# What you are asked to do
Within the entries underneath, how many lines include the string "image"? State only the number.

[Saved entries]

>>>

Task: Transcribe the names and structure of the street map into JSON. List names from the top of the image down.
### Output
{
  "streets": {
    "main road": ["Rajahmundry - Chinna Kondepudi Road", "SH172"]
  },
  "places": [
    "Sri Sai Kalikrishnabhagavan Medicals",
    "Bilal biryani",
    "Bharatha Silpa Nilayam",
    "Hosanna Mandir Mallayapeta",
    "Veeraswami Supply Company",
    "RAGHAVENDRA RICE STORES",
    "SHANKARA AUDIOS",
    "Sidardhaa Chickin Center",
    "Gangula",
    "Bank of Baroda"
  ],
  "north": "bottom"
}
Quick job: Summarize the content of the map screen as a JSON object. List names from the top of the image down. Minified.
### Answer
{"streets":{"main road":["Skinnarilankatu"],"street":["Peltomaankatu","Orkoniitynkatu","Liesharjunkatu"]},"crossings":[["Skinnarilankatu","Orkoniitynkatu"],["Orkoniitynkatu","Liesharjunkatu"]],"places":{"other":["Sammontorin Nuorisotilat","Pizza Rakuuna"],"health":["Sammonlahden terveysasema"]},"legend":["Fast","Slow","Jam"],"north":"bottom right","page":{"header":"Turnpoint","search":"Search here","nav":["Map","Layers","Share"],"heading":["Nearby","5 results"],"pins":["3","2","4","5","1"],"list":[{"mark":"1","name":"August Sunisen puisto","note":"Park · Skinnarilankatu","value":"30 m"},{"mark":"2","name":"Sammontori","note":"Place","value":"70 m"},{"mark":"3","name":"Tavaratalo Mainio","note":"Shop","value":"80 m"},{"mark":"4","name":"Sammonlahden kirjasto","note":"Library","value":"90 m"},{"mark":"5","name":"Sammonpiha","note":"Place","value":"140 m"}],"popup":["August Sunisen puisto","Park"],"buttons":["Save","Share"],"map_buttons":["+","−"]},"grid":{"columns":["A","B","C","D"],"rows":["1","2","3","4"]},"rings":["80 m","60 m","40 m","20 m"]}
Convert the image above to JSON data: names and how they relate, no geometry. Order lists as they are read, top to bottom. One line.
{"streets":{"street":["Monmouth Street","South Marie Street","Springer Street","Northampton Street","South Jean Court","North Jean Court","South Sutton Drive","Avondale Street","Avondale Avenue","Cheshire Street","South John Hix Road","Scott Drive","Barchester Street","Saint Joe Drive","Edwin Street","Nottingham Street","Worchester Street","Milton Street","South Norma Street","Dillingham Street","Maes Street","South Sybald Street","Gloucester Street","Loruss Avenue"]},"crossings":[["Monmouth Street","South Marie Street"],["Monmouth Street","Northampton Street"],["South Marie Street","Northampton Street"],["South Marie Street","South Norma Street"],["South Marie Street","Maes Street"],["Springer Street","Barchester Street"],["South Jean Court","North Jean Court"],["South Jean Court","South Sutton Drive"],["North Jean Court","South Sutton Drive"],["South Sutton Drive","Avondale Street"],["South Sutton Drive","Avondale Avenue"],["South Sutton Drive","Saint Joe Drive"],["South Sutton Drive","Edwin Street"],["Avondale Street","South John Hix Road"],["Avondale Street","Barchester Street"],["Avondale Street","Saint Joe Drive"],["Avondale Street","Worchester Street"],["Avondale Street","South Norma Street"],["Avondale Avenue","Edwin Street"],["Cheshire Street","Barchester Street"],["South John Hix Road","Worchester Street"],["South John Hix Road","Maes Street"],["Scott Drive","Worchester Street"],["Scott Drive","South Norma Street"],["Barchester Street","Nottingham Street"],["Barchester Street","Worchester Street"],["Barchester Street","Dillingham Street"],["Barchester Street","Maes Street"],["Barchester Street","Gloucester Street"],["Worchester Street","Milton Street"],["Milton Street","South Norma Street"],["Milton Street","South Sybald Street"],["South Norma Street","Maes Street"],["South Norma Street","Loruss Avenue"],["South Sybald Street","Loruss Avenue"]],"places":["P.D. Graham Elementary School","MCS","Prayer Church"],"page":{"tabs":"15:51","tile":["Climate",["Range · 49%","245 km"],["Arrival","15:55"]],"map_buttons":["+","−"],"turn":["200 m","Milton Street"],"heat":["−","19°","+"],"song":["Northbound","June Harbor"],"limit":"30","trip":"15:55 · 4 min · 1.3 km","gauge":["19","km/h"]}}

<<<

# Result of this task
3